Погруженные каждый в свои мысли, супруги дошли до станции Тоёнака на линии Ханкю и сели в поезд, идущий до Умэды. Был конец марта, время, когда кое-где уже зацветает ранняя сакура, но, несмотря на яркое солнце, день выдался по-зимнему прохладный. В бьющих в окна вагона лучах черный шелк накидки Канамэ, выпроставшийся из-под рукавов его легкого весеннего пальто, лоснился, точно песок на морском берегу после отлива. Канамэ сунул ладони за пазуху, чувствуя, как по спине у него пробегает студеная волна, – истинный щеголь, он даже в самые холодные дни не надевал под кимоно теплого белья. Пассажиров в этот час было немного; люди неторопливо входили в вагон и занимали приглянувшиеся им места. Из-за белизны свежеокрашенного потолка воздух здесь казался по-особому светлым и прозрачным, придавая лицам здоровое, жизнерадостное выражение.

Мисако опустилась на сиденье против мужа и, спрятав подбородок в пушистую меховую горжетку, раскрыла новенький, только из магазина, карманный томик под названием «Пузыри на воде»[16] в белом и на углах остром, как жесть, коленкоровом переплете. Сквозь ажурное плетение обтягивавшей ее ладонь сапфирного цвета перчатки поблескивали отполированные ноготки.

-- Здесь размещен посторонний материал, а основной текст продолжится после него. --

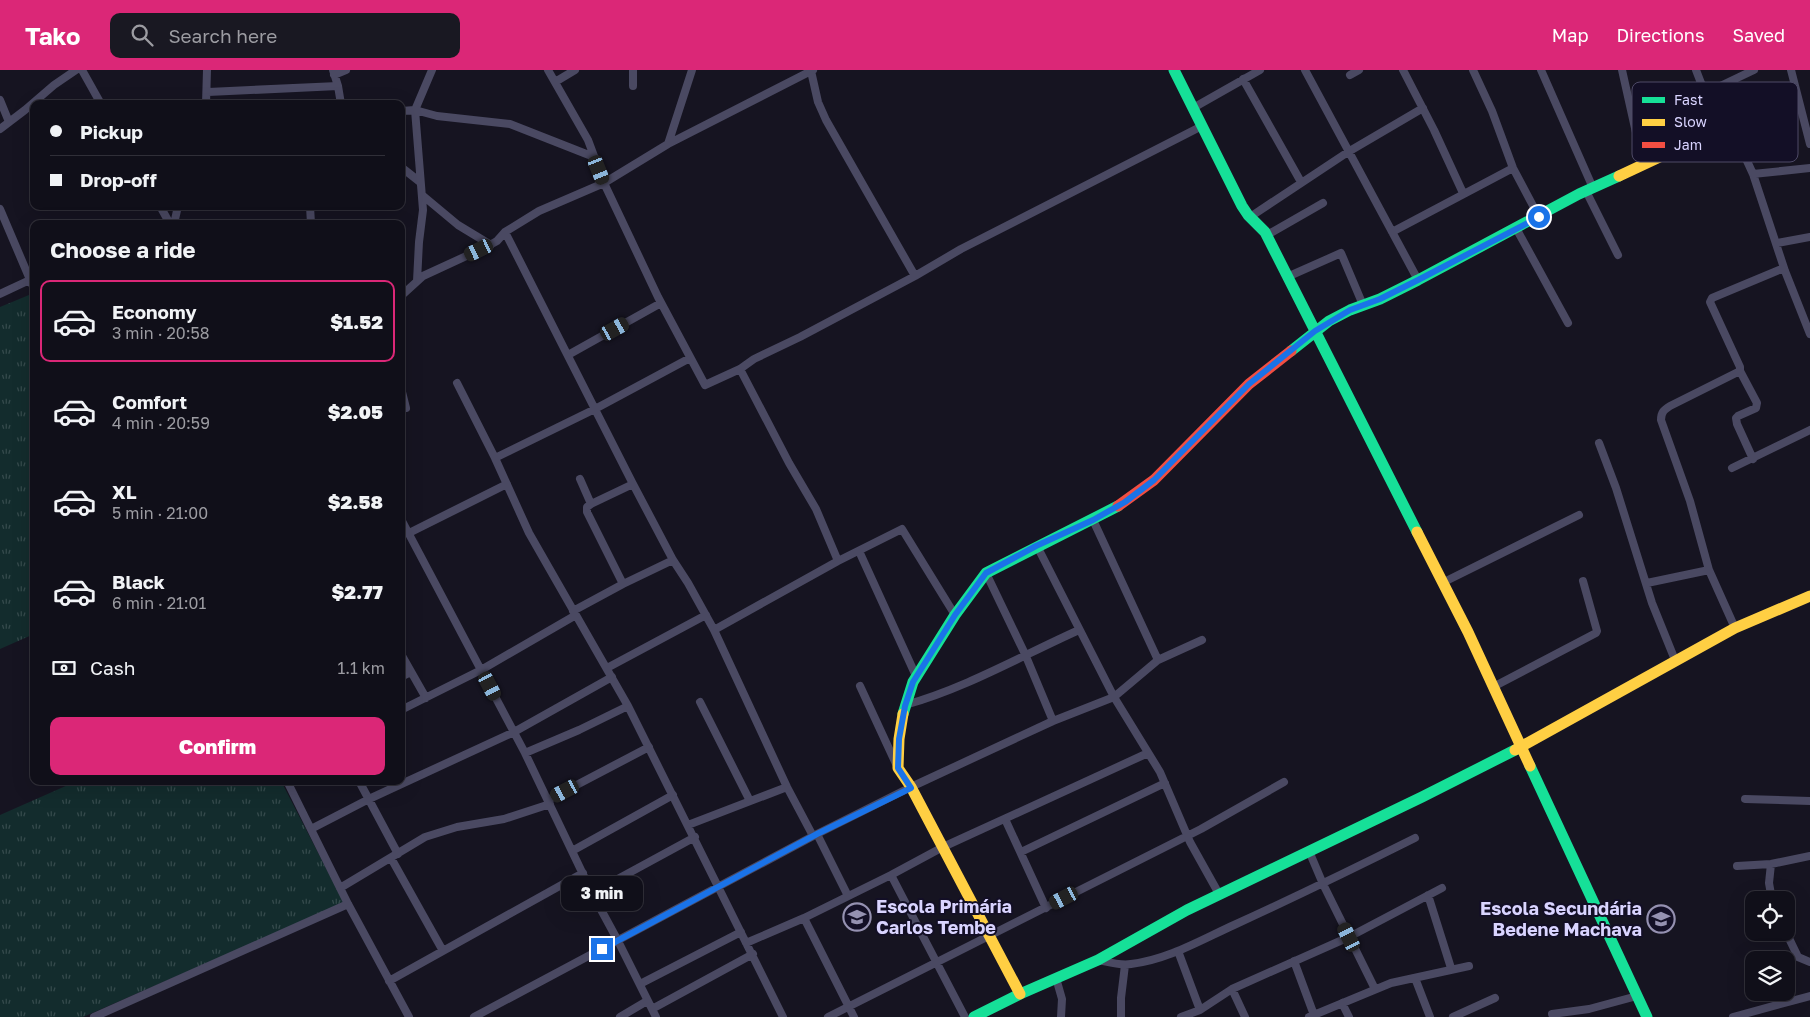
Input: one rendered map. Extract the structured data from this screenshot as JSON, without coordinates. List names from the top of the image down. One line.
{"places":{"school or university":["Escola Primária Carlos Tembe","Escola Secundária Bedene Machava"]},"legend":["Fast","Slow","Jam"],"page":{"header":"Tako","search":"Search here","nav":["Map","Directions","Saved"],"banner":["Pickup","Drop-off"],"heading":"Choose a ride","list":[{"name":"Economy","note":"3 min · 20:58","value":"$1.52"},{"name":"Comfort","note":"4 min · 20:59","value":"$2.05"},{"name":"XL","note":"5 min · 21:00","value":"$2.58"},{"name":"Black","note":"6 min · 21:01","value":"$2.77"}],"pay":["Cash","1.1 km"],"buttons":"Confirm","bubble":"3 min"}}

Всякий раз, когда супругам случалось ехать в поезде вместе, они усаживались именно так – друг против друга. Это вошло у них в порядок вещей, нарушаемый разве только ради Хироси: когда он был с ними, они садились на одну скамью, с сыном посередине. В остальных же случаях, дождавшись, когда один из них сядет, другой занимал место с противоположной стороны. Сидеть рядом, ощущая сквозь одежду тепло друг друга, казалось обоим не просто неловким, но предосудительным, даже непристойным. Чтобы не встречаться с мужем глазами, Мисако всегда брала в дорогу какую-нибудь книжку и, едва заняв место на сиденье, тотчас раскрывала ее, отгораживаясь ею от Канамэ, как ширмой.

На конечной остановке супруги вышли из поезда и, предъявив контролеру каждый свою книжечку с отрывными билетами, направились к привокзальной площади, держась на расстоянии двух-трех шагов друг от друга, как будто так было меж ними заранее условлено. Здесь они сели в такси – сначала он, потом она, – и только теперь оказались плечом к плечу, как и подобает мужу и жене. Но если бы кто-нибудь наблюдал за ними сквозь стекла покачивающегося на ходу автомобиля, то заметил бы, что лица их напоминают два профильных изображения на картине «осиэ»[17]: параллельные линии лба, носа, подбородка – и глаза, глядящие не на спутника, а прямо перед собой.

– Что сегодня дают в театре? – спросила Мисако.

– Какую-то любовную драму. Отец упомянул что-то еще, но я уже не помню…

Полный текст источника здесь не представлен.